_What you should do_
In the records below, find the line with "position:absolute; left:1132px; top:24px;" and the line with "ctx.font = font"; return exactly those lines and every line between them.

########

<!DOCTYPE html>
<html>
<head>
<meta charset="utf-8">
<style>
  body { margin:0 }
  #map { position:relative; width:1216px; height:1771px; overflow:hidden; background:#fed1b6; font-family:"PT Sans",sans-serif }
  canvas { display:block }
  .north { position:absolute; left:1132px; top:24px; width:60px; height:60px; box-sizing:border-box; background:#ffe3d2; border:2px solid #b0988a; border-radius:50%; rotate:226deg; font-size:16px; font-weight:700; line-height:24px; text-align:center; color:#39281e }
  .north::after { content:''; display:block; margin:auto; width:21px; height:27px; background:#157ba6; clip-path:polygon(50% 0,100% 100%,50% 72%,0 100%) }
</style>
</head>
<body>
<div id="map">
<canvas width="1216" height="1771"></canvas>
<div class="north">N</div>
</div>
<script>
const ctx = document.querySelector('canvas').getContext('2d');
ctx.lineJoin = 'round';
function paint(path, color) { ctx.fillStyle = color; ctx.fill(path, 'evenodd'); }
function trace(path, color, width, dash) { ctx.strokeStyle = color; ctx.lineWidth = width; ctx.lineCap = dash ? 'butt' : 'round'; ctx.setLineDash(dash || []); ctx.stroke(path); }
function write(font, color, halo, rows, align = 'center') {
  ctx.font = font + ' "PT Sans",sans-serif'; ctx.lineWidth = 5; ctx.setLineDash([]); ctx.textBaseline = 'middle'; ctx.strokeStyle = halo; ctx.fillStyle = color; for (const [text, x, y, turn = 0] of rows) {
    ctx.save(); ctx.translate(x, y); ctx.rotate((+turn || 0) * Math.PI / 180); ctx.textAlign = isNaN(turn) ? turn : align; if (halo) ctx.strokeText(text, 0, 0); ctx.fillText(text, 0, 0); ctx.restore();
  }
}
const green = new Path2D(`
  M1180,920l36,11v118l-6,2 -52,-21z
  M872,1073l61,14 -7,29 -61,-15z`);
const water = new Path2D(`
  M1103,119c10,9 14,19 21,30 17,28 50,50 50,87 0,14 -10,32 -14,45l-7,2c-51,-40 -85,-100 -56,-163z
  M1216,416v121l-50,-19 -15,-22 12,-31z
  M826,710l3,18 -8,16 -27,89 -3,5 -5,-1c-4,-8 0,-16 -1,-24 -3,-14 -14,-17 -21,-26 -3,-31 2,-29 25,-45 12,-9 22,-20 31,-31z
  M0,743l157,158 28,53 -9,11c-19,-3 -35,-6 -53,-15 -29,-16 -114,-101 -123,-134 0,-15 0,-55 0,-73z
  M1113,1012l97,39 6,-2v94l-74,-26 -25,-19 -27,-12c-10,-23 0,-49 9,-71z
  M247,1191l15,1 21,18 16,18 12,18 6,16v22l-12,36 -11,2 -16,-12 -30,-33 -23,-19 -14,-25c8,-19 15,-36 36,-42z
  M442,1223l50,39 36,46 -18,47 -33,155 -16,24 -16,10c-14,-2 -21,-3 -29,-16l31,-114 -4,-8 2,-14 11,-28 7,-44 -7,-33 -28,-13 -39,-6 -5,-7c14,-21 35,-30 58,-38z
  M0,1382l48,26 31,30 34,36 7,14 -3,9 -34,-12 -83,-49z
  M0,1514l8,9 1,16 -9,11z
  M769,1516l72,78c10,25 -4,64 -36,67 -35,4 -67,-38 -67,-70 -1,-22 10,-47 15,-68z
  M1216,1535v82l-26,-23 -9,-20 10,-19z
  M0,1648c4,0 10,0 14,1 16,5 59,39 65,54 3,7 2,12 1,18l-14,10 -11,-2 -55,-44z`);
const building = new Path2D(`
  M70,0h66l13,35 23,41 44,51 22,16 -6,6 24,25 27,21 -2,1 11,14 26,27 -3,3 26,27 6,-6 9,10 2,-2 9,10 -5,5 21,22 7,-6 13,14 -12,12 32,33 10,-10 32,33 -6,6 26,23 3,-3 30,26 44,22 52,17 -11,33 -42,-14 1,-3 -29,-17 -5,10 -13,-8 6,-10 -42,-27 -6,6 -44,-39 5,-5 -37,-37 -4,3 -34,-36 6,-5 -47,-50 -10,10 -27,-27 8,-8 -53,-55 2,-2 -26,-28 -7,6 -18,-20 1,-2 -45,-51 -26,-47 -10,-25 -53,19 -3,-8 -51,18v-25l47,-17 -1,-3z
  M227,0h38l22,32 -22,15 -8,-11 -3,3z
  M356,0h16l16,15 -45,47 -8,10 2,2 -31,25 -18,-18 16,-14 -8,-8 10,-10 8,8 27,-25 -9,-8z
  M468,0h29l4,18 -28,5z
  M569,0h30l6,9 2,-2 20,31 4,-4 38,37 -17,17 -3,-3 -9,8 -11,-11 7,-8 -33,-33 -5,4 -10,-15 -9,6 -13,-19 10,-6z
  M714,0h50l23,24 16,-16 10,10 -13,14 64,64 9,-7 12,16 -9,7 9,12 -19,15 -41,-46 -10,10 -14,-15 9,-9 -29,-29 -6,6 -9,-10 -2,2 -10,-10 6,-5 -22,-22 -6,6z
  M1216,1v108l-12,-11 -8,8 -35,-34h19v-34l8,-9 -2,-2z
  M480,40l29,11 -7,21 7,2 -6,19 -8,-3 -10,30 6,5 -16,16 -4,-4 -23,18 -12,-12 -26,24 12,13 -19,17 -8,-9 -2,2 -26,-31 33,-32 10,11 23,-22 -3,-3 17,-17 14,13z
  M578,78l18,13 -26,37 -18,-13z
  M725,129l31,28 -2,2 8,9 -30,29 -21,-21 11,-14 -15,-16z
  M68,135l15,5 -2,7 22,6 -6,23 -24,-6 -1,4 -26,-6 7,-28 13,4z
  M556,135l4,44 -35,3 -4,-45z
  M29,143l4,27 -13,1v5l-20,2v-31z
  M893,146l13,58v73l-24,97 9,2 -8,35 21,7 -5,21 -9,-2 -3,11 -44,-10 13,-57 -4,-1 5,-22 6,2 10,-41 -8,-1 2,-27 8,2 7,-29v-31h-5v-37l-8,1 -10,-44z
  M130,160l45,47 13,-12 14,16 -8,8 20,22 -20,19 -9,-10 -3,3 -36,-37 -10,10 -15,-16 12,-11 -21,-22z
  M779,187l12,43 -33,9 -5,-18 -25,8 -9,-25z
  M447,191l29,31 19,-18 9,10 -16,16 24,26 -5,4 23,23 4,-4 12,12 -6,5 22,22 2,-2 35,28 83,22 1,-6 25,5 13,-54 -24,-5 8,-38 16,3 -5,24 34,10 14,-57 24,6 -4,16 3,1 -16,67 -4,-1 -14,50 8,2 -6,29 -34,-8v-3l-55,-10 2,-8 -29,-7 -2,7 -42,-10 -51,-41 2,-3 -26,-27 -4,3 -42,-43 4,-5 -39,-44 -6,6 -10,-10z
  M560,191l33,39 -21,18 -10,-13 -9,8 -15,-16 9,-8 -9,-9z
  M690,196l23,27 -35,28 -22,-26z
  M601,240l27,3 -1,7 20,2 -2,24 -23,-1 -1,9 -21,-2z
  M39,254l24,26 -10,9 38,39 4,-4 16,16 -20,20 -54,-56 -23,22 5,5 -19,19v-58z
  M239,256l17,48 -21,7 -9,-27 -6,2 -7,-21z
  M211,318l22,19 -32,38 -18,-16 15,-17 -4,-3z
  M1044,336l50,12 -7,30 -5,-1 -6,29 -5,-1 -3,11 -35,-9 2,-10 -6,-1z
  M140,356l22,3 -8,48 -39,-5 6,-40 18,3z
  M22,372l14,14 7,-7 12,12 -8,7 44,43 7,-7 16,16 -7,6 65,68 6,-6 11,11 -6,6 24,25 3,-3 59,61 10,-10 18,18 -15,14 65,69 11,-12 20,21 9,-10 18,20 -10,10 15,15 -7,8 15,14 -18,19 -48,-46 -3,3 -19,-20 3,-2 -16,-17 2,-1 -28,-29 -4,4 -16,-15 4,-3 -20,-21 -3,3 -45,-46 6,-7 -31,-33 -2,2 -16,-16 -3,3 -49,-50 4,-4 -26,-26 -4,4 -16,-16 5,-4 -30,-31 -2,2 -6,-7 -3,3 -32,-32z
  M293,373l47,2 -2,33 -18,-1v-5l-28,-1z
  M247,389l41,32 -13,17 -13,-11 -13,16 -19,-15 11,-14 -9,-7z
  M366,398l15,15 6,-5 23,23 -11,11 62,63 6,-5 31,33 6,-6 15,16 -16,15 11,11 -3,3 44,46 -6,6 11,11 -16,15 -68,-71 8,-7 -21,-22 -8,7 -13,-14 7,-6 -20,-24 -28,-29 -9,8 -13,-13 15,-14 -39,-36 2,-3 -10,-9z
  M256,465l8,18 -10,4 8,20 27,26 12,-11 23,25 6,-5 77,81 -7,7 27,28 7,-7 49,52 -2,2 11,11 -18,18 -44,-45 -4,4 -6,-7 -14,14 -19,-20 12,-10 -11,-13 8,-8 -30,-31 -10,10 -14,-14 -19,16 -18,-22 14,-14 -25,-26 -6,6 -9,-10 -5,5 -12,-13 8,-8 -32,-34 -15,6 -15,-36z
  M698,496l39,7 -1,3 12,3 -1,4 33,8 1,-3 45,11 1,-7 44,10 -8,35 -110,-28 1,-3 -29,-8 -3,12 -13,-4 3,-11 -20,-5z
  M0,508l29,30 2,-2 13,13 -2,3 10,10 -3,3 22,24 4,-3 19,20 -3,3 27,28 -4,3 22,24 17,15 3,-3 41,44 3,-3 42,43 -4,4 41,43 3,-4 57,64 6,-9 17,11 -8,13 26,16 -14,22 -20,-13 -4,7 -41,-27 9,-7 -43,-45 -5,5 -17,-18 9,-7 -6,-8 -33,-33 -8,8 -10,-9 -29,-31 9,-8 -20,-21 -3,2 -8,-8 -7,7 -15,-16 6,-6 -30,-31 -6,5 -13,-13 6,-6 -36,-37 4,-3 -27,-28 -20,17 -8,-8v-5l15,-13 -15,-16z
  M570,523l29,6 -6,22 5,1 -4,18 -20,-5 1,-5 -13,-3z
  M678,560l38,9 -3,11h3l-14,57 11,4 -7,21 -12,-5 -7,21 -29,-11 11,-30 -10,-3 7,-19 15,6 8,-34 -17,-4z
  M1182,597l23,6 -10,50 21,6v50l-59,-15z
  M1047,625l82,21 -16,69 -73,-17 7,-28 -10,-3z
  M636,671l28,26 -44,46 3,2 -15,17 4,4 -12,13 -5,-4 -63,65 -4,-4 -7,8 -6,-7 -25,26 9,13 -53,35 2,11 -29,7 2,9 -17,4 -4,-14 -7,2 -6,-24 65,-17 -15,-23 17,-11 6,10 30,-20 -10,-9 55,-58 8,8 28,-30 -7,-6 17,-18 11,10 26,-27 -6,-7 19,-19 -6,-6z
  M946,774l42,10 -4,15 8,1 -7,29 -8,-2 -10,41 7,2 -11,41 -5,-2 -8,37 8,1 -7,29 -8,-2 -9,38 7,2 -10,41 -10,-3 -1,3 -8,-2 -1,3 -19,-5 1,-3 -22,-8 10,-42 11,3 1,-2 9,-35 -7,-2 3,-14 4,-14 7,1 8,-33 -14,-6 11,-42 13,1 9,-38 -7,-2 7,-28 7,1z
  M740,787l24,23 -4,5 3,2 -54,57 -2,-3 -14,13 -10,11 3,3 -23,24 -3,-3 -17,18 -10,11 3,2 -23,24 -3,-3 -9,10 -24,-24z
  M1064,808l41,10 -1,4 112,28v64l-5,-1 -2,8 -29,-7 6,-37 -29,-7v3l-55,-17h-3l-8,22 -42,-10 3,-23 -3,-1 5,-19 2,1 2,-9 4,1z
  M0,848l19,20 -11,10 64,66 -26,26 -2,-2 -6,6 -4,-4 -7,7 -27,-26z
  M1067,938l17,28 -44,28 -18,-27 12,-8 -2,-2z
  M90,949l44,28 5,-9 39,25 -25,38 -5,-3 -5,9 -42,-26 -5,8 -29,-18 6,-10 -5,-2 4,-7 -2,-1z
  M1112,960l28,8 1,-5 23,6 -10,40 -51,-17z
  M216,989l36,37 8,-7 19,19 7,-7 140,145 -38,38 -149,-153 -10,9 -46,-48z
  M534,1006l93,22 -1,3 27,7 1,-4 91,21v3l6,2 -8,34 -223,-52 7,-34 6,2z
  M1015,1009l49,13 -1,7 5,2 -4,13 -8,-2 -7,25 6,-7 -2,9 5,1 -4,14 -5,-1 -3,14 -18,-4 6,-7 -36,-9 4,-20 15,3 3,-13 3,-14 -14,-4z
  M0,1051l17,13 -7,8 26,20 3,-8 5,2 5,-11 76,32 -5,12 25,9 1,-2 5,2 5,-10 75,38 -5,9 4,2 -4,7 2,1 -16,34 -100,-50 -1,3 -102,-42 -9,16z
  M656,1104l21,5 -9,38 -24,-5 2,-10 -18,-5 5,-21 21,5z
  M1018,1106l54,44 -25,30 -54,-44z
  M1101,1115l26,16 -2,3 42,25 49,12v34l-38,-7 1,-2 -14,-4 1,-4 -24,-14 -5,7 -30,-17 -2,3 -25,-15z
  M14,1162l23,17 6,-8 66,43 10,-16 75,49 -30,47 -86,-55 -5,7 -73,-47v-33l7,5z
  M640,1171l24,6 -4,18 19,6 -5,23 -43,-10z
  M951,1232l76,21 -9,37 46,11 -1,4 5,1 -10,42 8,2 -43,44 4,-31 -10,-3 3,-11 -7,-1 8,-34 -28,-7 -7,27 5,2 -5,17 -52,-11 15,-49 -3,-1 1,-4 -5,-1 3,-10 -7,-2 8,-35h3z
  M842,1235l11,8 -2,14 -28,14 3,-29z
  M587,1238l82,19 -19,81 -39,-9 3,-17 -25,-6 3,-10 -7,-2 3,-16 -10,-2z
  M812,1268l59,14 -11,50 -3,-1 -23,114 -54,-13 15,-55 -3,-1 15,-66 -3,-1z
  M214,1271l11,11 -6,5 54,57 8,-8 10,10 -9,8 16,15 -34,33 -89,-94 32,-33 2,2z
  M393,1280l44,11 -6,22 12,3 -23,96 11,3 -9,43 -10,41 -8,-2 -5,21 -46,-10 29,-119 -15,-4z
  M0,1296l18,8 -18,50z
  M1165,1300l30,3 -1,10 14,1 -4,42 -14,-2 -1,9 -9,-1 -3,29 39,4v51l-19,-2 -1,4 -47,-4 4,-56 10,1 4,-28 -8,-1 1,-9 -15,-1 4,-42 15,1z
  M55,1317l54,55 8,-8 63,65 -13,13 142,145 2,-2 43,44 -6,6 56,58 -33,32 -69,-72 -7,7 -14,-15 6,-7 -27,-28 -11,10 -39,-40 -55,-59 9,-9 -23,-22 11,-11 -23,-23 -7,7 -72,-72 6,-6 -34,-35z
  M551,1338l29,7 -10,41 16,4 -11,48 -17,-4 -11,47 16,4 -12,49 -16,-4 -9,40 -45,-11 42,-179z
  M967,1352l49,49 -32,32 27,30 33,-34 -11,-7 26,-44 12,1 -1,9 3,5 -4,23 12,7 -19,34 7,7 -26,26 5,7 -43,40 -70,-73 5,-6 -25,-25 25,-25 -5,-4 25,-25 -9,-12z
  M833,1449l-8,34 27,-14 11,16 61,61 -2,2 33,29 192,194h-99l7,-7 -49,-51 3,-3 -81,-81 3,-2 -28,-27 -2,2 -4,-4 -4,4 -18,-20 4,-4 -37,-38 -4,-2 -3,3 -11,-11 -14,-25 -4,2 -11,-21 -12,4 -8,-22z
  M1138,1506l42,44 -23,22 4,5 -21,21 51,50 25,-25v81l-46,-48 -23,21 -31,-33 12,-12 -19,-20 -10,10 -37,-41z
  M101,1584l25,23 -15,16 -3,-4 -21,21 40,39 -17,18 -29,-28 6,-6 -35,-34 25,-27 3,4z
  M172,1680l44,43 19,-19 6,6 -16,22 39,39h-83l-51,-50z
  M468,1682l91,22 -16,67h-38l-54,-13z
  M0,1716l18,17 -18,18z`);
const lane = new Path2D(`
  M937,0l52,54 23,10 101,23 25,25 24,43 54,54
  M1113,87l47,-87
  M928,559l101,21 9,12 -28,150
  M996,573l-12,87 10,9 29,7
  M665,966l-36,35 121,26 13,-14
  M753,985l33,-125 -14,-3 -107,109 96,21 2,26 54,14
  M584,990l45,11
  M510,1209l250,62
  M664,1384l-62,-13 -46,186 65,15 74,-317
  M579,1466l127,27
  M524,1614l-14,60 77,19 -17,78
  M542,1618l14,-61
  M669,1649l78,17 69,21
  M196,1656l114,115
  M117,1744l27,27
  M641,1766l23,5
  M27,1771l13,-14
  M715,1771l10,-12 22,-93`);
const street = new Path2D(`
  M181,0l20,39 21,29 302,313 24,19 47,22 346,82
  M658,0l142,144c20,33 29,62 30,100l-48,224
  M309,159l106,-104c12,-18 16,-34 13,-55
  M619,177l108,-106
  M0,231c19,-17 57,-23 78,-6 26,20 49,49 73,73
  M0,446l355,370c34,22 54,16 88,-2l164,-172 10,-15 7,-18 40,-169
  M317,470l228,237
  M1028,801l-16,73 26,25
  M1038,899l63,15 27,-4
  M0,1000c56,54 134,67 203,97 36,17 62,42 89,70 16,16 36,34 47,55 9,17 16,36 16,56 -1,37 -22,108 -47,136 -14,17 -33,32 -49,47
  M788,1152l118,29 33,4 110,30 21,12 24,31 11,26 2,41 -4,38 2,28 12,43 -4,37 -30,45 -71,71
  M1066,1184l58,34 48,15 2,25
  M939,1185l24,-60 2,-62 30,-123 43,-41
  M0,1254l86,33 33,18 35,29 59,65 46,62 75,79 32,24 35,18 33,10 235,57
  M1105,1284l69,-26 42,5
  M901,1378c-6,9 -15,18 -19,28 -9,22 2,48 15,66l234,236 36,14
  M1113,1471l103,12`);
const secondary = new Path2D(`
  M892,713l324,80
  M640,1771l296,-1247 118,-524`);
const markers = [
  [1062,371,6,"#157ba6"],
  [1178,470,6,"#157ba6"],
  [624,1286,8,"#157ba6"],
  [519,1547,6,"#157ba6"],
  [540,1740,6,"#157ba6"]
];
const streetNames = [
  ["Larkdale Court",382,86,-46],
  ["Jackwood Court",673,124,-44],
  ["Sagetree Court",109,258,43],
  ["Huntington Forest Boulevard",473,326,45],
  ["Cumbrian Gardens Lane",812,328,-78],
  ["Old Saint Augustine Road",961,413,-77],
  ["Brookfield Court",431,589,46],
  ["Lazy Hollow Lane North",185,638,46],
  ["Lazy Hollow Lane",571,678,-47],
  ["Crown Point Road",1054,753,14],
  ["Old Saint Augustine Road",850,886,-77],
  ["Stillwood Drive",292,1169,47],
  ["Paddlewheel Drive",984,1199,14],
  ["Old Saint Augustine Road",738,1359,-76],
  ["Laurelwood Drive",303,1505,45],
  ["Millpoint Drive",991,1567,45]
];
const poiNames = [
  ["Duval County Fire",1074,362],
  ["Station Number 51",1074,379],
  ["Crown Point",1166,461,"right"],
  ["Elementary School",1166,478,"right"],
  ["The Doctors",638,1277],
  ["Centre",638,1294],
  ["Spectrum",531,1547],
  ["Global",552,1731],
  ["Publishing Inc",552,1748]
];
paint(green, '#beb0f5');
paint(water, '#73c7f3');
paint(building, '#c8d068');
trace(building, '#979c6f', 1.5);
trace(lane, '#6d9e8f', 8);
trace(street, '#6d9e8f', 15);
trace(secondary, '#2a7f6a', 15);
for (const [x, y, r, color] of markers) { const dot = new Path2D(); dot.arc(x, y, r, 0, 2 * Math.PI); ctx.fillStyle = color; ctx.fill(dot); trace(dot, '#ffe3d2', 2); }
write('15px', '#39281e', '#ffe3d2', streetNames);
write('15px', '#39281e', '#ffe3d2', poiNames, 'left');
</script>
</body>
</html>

########

_Output for this exercise_
  .north { position:absolute; left:1132px; top:24px; width:60px; height:60px; box-sizing:border-box; background:#ffe3d2; border:2px solid #b0988a; border-radius:50%; rotate:226deg; font-size:16px; font-weight:700; line-height:24px; text-align:center; color:#39281e }
  .north::after { content:''; display:block; margin:auto; width:21px; height:27px; background:#157ba6; clip-path:polygon(50% 0,100% 100%,50% 72%,0 100%) }
</style>
</head>
<body>
<div id="map">
<canvas width="1216" height="1771"></canvas>
<div class="north">N</div>
</div>
<script>
const ctx = document.querySelector('canvas').getContext('2d');
ctx.lineJoin = 'round';
function paint(path, color) { ctx.fillStyle = color; ctx.fill(path, 'evenodd'); }
function trace(path, color, width, dash) { ctx.strokeStyle = color; ctx.lineWidth = width; ctx.lineCap = dash ? 'butt' : 'round'; ctx.setLineDash(dash || []); ctx.stroke(path); }
function write(font, color, halo, rows, align = 'center') {
  ctx.font = font + ' "PT Sans",sans-serif'; ctx.lineWidth = 5; ctx.setLineDash([]); ctx.textBaseline = 'middle'; ctx.strokeStyle = halo; ctx.fillStyle = color; for (const [text, x, y, turn = 0] of rows) {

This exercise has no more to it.